Mi sono innamorata di questi figli di Ataturk, con grossi baffi e modi gentili, che hanno una città pulita e un cestino ogni tre metri, un sistema di linee tranviarie e mezzi di trasporto modernissimi, economici e confortevoli che dovremmo imitare, un nuovo areoporto, forse l’unico al mondo intitolato ad una donna, l’aviatrice Sabiha Gökçen, la prima donna al mondo a pilotare un velivolo da combattimento nel 1938, che trattano le loro e le altrui donne con estremo rispetto, che vestono i ragazzini come piccoli sultani in particolari giorni di festa, che hanno il wireless free nei parchi sotto le Moschee e grossi cani cani randagi con una specie di orecchino di plastica rossa a segnalare che l’animale è seguito dal servizio veterinario comunale e gatti socievoli con ciotole sempre piene di acqua e crocchini, che ti invitano ad entrare nei loro negozi grandi quanto un armadio, traboccanti di merci coloratissime, di olii profumati ma anche no, di occhi blu come quelli incastonati in molti visi di ragazzi bellissimi e fiabeschi, anche se vendono solo kebap, dolci come miele e antichi come la più antica delle tradizioni turche, quella dell’ospitalità totale e dovuta a chiunque si avvicini con un sorriso, ma anche no.

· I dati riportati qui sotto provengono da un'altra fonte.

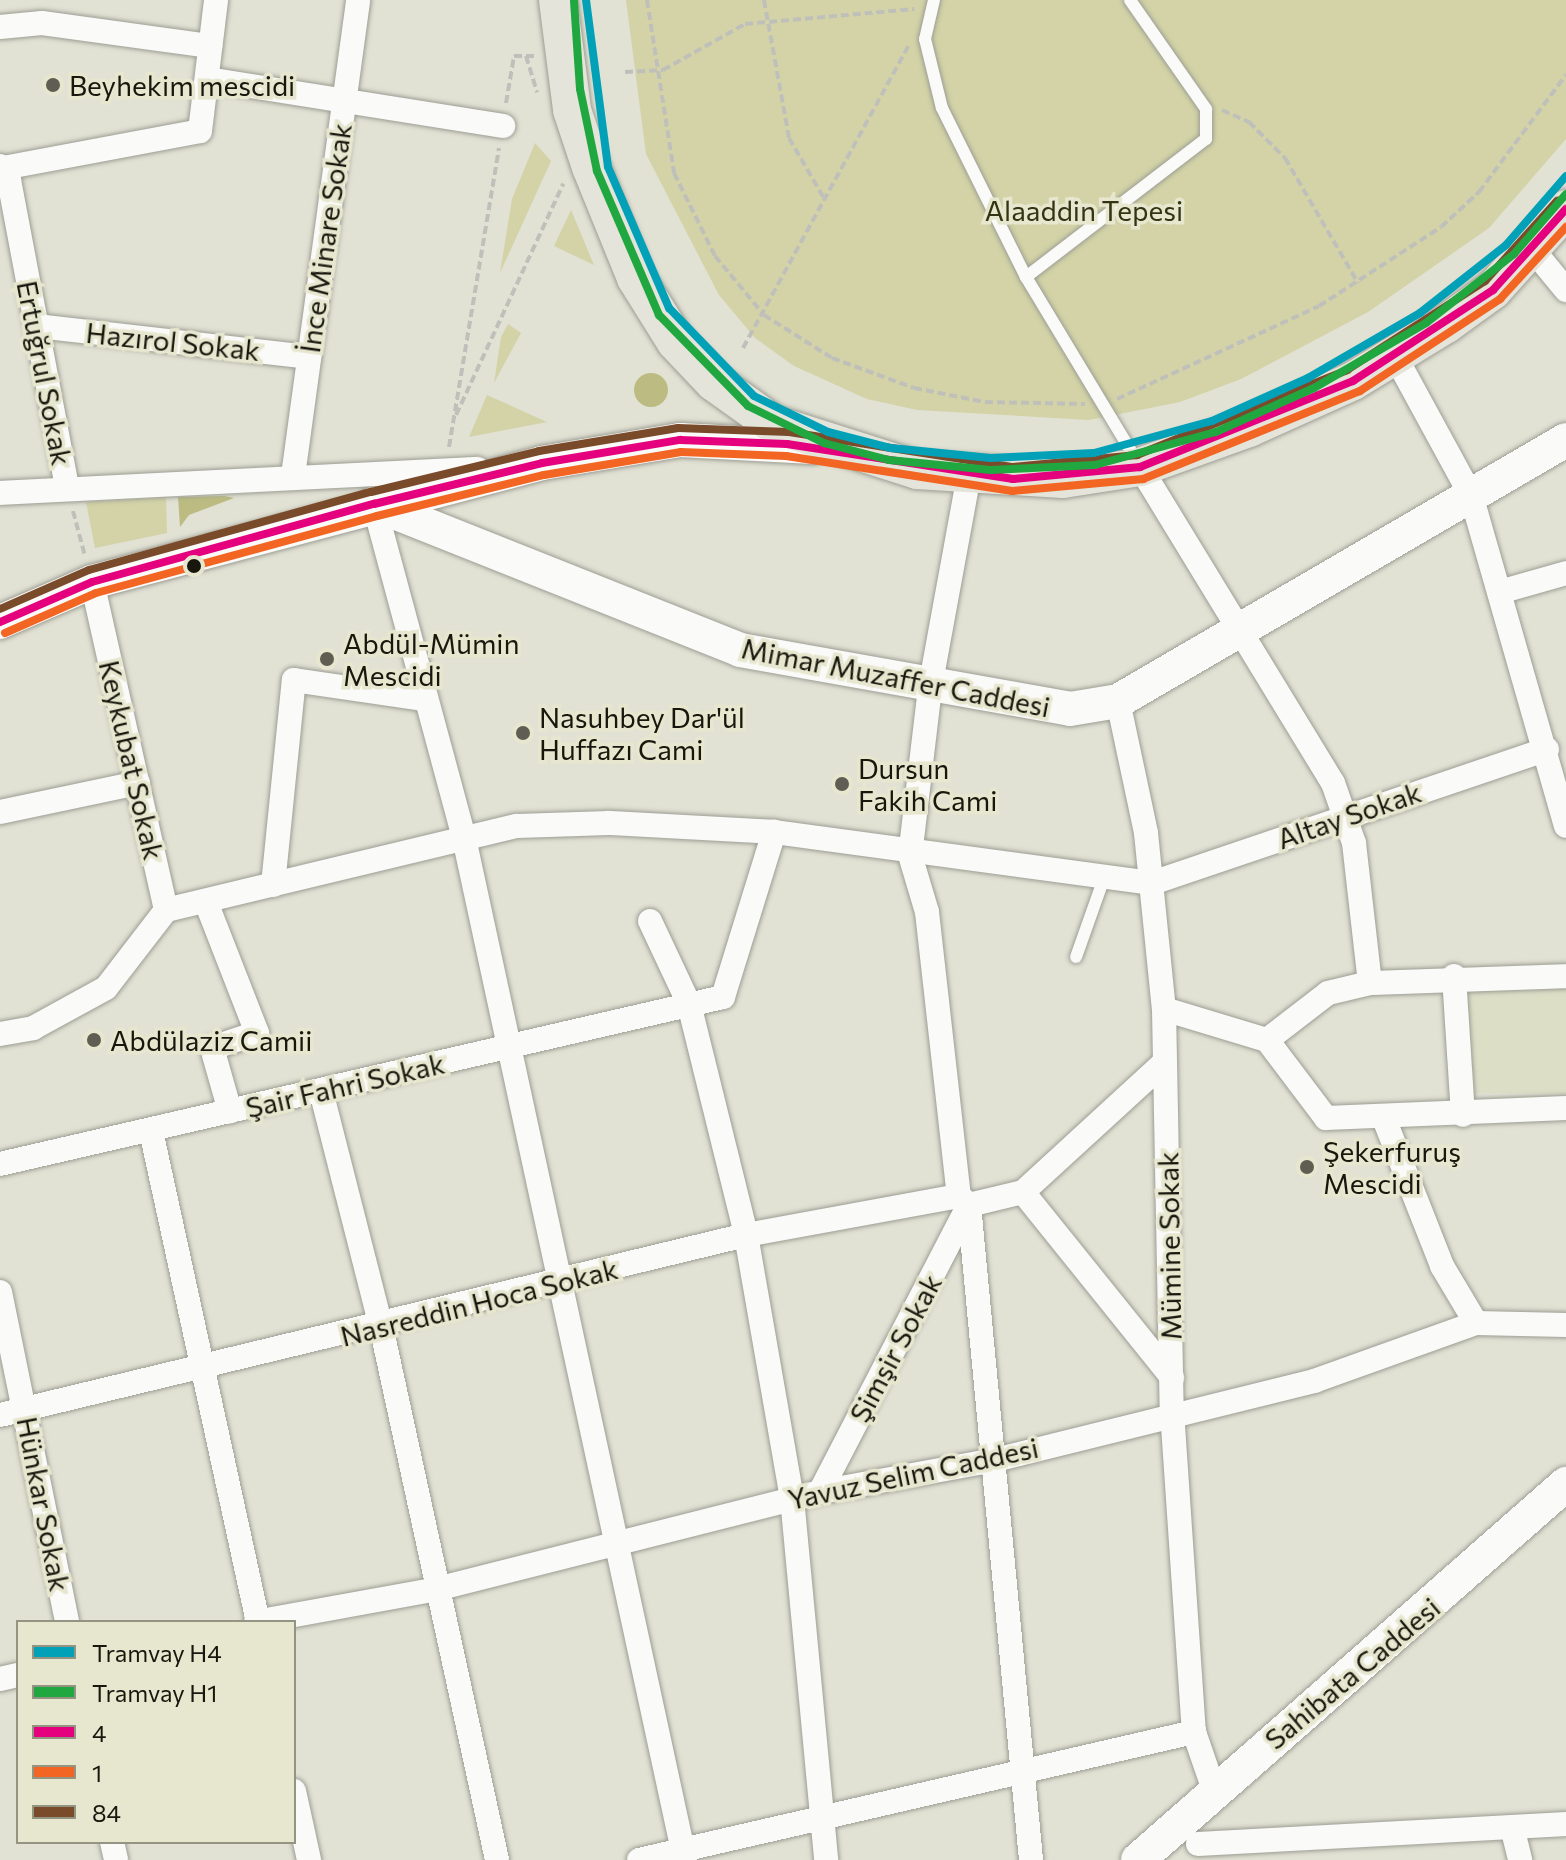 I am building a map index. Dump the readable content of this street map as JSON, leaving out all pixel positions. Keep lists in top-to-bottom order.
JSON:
{
  "streets": {
    "street": [
      "İnce Minare Sokak",
      "Hazırol Sokak",
      "Ertuğrul Sokak",
      "Mimar Muzaffer Caddesi",
      "Keykubat Sokak",
      "Altay Sokak",
      "Şair Fahri Sokak",
      "Mümine Sokak",
      "Nasreddin Hoca Sokak",
      "Şimşir Sokak",
      "Yavuz Selim Caddesi",
      "Hünkar Sokak",
      "Sahibata Caddesi"
    ]
  },
  "crossings": [
    ["İnce Minare Sokak", "Hazırol Sokak"],
    ["Hazırol Sokak", "Ertuğrul Sokak"],
    ["Mimar Muzaffer Caddesi", "Mümine Sokak"],
    ["Altay Sokak", "Mümine Sokak"],
    ["Mümine Sokak", "Yavuz Selim Caddesi"],
    ["Mümine Sokak", "Sahibata Caddesi"],
    ["Nasreddin Hoca Sokak", "Şimşir Sokak"],
    ["Nasreddin Hoca Sokak", "Hünkar Sokak"],
    ["Şimşir Sokak", "Yavuz Selim Caddesi"]
  ],
  "parks": ["Alaaddin Tepesi"],
  "places": [
    "Beyhekim mescidi",
    "Abdül-Mümin Mescidi",
    "Nasuhbey Dar'ül Huffazı Cami",
    "Dursun Fakih Cami",
    "Abdülaziz Camii",
    "Şekerfuruş Mescidi"
  ],
  "lines": [
    "tram line H4",
    "tram line H1",
    "transit line 84",
    "transit line 4",
    "transit line 1"
  ],
  "legend": [
    "Tramvay H4",
    "Tramvay H1",
    "4",
    "1",
    "84"
  ]
}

E attraversare il Bosforo, saltellando allegramente dall’Asia all’Occidente, con pochissime lire turche, su navi comode, rilassate e rilassanti, sbirciando ad ogni porto in un palazzo imperiale, ottomano, residenza di sultani, che racchiude un harem, scale di cristallo, fontane con ninfee e giardini con pavoni, hammam intarsiati d’oro e ancora turchese e mille altri tesori, sorseggiando ancora Ayran fresco e salato, come fosse elisir di lunga vita e forse lo è.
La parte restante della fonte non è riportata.